§ PROMPT
Lines with "overflow" in them are to be located in the listing below and copied.

§ MATERIAL FOR THIS EXERCISE
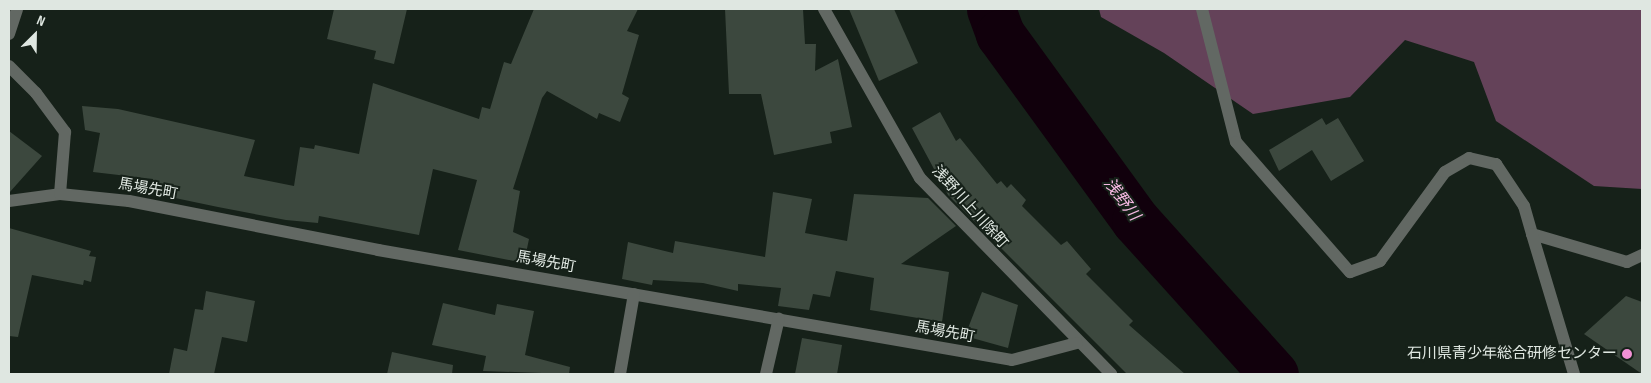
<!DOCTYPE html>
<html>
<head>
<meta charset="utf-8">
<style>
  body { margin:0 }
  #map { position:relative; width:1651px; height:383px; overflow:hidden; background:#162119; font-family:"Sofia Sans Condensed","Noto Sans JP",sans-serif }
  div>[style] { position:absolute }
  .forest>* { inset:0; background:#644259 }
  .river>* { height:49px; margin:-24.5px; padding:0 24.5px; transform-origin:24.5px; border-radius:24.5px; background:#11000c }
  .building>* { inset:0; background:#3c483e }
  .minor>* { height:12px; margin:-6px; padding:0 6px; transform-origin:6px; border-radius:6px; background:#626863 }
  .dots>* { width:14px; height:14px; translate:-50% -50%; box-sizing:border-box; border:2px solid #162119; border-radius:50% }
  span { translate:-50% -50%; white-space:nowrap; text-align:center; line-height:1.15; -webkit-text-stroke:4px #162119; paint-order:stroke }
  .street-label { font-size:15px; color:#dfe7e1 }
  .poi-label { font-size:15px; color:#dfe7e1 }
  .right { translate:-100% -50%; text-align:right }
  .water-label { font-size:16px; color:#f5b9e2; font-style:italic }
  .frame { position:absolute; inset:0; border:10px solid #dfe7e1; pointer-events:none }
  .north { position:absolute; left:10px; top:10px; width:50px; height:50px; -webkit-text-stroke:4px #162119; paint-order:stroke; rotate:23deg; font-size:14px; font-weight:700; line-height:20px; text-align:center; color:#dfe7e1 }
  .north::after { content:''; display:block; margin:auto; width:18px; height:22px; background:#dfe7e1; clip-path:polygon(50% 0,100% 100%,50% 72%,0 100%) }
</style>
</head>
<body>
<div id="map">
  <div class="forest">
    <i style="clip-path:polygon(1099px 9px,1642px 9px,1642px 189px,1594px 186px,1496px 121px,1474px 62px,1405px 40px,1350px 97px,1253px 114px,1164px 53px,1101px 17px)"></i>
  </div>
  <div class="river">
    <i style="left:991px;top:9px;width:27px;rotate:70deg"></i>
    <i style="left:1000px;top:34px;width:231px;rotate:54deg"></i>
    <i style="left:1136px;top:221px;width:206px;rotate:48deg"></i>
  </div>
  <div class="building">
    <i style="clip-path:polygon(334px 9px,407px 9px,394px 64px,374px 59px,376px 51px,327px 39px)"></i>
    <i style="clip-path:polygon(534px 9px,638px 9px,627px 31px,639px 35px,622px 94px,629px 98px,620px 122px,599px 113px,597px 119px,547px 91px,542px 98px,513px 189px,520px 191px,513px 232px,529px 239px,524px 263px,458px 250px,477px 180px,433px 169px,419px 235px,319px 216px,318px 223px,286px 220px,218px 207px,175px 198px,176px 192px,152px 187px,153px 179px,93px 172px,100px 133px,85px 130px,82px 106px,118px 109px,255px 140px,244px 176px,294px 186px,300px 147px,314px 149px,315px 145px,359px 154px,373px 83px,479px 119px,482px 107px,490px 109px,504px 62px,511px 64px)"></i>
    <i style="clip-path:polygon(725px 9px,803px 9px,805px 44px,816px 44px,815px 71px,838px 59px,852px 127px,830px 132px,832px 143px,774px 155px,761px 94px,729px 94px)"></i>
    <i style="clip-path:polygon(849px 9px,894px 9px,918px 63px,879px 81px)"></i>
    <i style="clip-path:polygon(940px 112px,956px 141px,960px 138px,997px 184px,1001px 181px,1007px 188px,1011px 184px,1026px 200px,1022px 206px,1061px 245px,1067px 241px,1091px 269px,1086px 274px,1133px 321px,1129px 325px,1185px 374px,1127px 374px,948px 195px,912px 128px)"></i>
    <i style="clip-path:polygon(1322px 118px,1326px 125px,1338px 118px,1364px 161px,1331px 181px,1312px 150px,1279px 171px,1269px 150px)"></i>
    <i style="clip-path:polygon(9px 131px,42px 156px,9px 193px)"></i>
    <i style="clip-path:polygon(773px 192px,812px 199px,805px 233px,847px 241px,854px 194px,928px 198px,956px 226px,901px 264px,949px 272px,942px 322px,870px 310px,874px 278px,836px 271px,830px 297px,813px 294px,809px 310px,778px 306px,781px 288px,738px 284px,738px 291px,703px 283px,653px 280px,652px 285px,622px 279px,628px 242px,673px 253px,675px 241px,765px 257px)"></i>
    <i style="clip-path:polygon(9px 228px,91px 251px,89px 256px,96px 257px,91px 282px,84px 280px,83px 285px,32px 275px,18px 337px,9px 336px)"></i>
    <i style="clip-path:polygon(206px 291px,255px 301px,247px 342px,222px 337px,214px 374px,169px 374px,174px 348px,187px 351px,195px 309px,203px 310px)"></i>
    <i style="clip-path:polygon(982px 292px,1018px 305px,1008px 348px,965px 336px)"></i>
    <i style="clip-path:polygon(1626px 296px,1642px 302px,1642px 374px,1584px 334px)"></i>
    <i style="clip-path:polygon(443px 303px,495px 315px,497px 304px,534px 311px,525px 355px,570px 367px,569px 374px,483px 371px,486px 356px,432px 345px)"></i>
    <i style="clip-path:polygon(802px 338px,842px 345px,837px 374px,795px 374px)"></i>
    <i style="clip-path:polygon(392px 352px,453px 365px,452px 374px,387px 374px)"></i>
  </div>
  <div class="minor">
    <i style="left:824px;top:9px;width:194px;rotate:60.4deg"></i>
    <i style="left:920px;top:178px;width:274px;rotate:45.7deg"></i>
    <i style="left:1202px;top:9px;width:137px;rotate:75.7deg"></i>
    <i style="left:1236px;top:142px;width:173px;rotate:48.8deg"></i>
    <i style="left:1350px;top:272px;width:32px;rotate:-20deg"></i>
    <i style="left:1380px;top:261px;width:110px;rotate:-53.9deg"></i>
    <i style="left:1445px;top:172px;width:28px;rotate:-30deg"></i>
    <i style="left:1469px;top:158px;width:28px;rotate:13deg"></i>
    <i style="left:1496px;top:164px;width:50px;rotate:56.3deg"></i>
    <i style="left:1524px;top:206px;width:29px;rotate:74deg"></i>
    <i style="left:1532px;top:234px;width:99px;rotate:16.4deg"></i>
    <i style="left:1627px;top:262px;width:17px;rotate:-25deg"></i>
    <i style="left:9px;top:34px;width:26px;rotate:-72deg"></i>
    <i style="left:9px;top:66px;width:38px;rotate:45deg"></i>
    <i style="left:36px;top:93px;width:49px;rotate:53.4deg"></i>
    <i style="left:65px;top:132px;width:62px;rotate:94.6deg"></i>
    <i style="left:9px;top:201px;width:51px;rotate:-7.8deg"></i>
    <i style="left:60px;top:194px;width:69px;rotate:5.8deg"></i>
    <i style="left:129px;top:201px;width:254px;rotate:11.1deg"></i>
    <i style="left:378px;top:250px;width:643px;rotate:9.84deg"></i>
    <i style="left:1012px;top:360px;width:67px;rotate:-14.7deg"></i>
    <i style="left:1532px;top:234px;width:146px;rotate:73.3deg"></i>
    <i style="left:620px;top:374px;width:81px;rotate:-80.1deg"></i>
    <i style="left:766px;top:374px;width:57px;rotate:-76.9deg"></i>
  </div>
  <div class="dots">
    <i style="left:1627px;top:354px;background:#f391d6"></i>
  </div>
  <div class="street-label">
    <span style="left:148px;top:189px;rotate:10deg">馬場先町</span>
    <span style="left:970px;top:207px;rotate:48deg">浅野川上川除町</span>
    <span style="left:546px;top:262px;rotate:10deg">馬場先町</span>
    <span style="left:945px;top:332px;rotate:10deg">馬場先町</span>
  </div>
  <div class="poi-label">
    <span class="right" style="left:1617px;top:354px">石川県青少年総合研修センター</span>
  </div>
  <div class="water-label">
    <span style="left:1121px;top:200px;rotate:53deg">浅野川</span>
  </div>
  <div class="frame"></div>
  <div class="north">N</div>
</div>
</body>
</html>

* * *

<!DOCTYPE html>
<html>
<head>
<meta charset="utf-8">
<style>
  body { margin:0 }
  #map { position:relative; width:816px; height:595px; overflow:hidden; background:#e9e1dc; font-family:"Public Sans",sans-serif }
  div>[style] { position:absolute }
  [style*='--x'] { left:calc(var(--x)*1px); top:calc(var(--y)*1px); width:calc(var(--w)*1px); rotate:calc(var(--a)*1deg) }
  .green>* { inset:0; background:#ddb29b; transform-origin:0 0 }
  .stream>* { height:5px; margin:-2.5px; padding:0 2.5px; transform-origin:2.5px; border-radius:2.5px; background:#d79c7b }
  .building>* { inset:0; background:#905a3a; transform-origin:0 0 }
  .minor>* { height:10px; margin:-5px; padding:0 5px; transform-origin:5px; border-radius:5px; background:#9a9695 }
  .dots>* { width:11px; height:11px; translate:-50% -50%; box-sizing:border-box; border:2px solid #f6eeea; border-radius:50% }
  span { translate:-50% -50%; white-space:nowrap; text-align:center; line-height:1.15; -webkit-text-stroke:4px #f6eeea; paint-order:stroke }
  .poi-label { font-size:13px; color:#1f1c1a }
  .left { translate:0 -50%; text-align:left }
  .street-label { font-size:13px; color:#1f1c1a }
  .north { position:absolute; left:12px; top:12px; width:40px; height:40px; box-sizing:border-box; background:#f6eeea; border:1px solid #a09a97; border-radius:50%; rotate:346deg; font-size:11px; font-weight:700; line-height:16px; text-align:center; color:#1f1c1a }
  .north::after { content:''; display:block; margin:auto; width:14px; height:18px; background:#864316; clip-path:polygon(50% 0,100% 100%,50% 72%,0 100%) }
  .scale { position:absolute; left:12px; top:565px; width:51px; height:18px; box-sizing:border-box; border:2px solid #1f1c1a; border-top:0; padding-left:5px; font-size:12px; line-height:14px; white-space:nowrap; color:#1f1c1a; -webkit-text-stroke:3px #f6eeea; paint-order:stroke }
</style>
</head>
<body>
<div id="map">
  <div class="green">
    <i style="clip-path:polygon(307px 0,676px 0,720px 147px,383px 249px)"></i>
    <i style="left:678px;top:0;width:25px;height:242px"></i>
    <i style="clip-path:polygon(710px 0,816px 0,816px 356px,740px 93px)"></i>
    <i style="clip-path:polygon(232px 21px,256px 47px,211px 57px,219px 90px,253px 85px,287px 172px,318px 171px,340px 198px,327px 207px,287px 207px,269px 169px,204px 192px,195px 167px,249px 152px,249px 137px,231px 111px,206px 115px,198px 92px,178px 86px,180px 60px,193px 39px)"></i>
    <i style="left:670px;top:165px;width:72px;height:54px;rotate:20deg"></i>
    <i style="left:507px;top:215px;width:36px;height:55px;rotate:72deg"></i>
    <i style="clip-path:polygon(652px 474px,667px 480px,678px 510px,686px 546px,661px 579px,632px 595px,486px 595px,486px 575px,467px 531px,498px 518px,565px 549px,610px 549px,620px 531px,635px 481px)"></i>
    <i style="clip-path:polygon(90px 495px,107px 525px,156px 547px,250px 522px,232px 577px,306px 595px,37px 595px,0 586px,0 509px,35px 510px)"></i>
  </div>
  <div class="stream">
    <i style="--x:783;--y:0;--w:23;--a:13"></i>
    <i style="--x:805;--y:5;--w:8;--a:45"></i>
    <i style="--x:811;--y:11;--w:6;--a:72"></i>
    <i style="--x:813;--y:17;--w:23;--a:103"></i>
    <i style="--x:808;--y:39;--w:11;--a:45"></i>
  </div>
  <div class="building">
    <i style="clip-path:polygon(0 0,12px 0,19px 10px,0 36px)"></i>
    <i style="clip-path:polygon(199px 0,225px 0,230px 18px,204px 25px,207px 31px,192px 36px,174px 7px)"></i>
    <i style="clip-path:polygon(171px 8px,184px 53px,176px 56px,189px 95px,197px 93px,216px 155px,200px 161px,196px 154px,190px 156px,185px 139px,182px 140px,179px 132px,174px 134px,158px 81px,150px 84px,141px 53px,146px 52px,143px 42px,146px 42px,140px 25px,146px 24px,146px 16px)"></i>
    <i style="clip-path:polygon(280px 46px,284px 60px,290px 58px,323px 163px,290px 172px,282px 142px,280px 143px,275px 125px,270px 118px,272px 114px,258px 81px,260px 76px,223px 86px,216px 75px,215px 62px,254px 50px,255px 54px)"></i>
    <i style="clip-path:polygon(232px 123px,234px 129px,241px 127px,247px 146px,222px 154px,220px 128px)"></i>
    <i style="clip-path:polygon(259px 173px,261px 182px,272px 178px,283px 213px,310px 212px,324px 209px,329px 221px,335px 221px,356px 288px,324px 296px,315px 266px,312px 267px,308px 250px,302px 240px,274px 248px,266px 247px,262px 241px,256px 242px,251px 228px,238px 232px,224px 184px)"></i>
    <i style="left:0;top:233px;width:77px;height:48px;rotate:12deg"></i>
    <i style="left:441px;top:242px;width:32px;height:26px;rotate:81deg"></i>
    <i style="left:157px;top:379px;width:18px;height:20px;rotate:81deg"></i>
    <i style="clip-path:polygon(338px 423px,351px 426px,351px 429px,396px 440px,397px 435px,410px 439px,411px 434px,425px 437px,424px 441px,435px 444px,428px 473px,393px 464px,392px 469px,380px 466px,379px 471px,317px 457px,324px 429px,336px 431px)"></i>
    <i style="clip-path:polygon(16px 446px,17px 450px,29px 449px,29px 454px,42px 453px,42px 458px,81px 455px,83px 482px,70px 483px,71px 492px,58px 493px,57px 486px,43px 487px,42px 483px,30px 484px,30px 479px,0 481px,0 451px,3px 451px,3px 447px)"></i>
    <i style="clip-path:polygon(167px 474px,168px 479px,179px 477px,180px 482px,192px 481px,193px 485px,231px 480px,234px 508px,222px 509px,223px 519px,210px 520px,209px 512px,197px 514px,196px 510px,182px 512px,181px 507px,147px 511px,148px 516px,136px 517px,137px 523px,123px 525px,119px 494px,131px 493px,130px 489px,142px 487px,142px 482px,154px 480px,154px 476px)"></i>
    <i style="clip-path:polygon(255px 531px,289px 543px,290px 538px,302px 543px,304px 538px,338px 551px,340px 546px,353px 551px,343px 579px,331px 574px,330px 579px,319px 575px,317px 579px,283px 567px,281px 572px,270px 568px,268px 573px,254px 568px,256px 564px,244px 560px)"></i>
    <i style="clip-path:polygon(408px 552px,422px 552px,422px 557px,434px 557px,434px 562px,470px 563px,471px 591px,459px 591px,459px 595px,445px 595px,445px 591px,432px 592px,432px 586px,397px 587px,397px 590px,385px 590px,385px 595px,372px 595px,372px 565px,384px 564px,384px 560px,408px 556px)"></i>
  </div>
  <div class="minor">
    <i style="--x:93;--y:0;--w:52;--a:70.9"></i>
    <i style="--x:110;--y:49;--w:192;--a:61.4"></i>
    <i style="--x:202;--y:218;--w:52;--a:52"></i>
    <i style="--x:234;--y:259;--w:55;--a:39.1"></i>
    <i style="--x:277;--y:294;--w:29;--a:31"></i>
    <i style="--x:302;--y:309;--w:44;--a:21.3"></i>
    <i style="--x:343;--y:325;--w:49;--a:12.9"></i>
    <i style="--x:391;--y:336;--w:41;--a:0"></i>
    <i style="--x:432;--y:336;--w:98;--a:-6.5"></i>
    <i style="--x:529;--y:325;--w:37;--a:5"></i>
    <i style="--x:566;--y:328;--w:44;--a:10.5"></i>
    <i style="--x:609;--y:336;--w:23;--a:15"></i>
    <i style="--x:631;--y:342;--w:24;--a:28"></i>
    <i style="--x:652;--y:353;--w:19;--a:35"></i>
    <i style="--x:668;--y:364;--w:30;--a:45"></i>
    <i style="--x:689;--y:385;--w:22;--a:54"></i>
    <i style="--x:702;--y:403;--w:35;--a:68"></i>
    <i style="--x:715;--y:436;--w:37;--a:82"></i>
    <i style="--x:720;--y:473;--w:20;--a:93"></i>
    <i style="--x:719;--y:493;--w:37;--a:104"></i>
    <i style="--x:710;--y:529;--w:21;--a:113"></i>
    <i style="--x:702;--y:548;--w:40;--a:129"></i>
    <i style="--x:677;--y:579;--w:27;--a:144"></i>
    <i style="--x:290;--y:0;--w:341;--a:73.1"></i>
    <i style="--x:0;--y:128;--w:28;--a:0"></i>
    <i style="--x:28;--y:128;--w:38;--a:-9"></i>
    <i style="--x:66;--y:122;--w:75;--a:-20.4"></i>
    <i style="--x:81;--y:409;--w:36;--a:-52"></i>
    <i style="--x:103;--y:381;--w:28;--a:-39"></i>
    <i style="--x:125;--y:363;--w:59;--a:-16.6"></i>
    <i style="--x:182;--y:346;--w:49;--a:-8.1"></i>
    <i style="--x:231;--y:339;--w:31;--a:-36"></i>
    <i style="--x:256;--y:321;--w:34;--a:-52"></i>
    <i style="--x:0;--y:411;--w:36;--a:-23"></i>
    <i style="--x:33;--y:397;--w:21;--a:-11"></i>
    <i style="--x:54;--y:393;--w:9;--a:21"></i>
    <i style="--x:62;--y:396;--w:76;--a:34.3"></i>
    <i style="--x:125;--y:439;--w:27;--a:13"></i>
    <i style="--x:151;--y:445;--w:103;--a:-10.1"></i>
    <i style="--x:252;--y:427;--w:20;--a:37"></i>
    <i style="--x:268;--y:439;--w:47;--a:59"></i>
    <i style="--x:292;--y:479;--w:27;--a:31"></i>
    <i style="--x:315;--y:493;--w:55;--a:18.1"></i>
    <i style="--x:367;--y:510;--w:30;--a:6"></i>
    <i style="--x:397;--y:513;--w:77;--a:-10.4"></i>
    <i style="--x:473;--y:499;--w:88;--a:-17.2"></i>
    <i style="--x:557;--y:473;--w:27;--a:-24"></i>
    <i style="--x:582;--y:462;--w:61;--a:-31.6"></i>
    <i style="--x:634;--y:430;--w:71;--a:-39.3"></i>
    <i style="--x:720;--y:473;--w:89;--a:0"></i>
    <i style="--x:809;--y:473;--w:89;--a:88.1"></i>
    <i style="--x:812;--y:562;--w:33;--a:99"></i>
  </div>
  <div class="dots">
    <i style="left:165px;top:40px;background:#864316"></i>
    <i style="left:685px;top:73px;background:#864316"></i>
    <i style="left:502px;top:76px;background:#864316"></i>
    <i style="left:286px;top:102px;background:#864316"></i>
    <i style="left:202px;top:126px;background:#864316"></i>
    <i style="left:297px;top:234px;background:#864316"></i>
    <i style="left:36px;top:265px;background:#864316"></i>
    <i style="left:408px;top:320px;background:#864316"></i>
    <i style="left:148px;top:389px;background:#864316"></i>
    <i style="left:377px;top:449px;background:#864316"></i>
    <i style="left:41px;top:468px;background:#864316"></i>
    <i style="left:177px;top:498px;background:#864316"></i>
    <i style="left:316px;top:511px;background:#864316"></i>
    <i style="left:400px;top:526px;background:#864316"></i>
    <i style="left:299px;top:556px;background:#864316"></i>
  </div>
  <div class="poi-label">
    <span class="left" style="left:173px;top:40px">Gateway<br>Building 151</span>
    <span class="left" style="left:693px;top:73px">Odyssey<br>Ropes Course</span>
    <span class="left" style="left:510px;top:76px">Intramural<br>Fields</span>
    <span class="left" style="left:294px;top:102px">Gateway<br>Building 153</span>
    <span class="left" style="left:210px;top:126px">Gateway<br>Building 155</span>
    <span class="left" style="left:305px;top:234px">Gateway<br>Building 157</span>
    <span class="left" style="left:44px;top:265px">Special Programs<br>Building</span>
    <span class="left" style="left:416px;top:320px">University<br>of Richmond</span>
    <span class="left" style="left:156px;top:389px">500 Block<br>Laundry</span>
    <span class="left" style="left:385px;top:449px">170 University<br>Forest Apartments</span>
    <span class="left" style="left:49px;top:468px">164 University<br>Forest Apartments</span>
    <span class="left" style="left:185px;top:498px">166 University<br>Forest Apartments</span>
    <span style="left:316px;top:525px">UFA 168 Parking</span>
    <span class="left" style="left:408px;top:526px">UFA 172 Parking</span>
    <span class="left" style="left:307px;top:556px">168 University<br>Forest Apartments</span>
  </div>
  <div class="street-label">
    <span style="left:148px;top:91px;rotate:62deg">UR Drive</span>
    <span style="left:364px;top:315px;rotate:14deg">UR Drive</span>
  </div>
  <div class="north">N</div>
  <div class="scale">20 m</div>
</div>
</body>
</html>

§ REPLY
  #map { position:relative; width:1651px; height:383px; overflow:hidden; background:#162119; font-family:"Sofia Sans Condensed","Noto Sans JP",sans-serif }
  #map { position:relative; width:816px; height:595px; overflow:hidden; background:#e9e1dc; font-family:"Public Sans",sans-serif }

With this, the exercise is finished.